Requirement | Retype all of the entries that appear below, keeping them exactly as they are.

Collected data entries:
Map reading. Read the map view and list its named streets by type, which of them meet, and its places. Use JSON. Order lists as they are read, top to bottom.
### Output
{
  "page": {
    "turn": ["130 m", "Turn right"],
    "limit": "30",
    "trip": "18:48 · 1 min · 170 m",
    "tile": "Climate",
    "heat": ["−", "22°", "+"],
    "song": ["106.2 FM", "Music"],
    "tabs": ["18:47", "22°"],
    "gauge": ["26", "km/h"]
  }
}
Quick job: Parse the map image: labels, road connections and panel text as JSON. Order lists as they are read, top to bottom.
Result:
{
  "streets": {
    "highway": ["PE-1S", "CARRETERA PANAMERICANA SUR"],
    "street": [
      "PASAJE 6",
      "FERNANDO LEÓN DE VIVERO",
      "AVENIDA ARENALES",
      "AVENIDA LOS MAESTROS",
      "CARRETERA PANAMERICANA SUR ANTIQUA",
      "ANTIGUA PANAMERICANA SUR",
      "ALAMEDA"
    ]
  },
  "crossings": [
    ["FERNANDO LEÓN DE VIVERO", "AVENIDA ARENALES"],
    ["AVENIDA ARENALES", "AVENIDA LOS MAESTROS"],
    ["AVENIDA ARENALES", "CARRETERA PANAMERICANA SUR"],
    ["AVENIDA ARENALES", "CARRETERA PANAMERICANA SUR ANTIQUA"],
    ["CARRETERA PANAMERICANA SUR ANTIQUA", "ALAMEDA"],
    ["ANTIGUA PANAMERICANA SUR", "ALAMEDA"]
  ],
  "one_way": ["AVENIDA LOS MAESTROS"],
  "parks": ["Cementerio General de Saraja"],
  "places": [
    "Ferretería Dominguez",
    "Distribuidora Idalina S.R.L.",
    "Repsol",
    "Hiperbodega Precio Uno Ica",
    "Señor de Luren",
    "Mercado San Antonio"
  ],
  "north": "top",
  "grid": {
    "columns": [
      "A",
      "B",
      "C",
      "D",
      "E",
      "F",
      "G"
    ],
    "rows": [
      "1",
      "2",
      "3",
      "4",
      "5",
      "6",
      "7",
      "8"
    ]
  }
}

Reply |
Map reading. Read the map view and list its named streets by type, which of them meet, and its places. Use JSON. Order lists as they are read, top to bottom.
### Output
{
  "page": {
    "turn": ["130 m", "Turn right"],
    "limit": "30",
    "trip": "18:48 · 1 min · 170 m",
    "tile": "Climate",
    "heat": ["−", "22°", "+"],
    "song": ["106.2 FM", "Music"],
    "tabs": ["18:47", "22°"],
    "gauge": ["26", "km/h"]
  }
}
Quick job: Parse the map image: labels, road connections and panel text as JSON. Order lists as they are read, top to bottom.
Result:
{
  "streets": {
    "highway": ["PE-1S", "CARRETERA PANAMERICANA SUR"],
    "street": [
      "PASAJE 6",
      "FERNANDO LEÓN DE VIVERO",
      "AVENIDA ARENALES",
      "AVENIDA LOS MAESTROS",
      "CARRETERA PANAMERICANA SUR ANTIQUA",
      "ANTIGUA PANAMERICANA SUR",
      "ALAMEDA"
    ]
  },
  "crossings": [
    ["FERNANDO LEÓN DE VIVERO", "AVENIDA ARENALES"],
    ["AVENIDA ARENALES", "AVENIDA LOS MAESTROS"],
    ["AVENIDA ARENALES", "CARRETERA PANAMERICANA SUR"],
    ["AVENIDA ARENALES", "CARRETERA PANAMERICANA SUR ANTIQUA"],
    ["CARRETERA PANAMERICANA SUR ANTIQUA", "ALAMEDA"],
    ["ANTIGUA PANAMERICANA SUR", "ALAMEDA"]
  ],
  "one_way": ["AVENIDA LOS MAESTROS"],
  "parks": ["Cementerio General de Saraja"],
  "places": [
    "Ferretería Dominguez",
    "Distribuidora Idalina S.R.L.",
    "Repsol",
    "Hiperbodega Precio Uno Ica",
    "Señor de Luren",
    "Mercado San Antonio"
  ],
  "north": "top",
  "grid": {
    "columns": [
      "A",
      "B",
      "C",
      "D",
      "E",
      "F",
      "G"
    ],
    "rows": [
      "1",
      "2",
      "3",
      "4",
      "5",
      "6",
      "7",
      "8"
    ]
  }
}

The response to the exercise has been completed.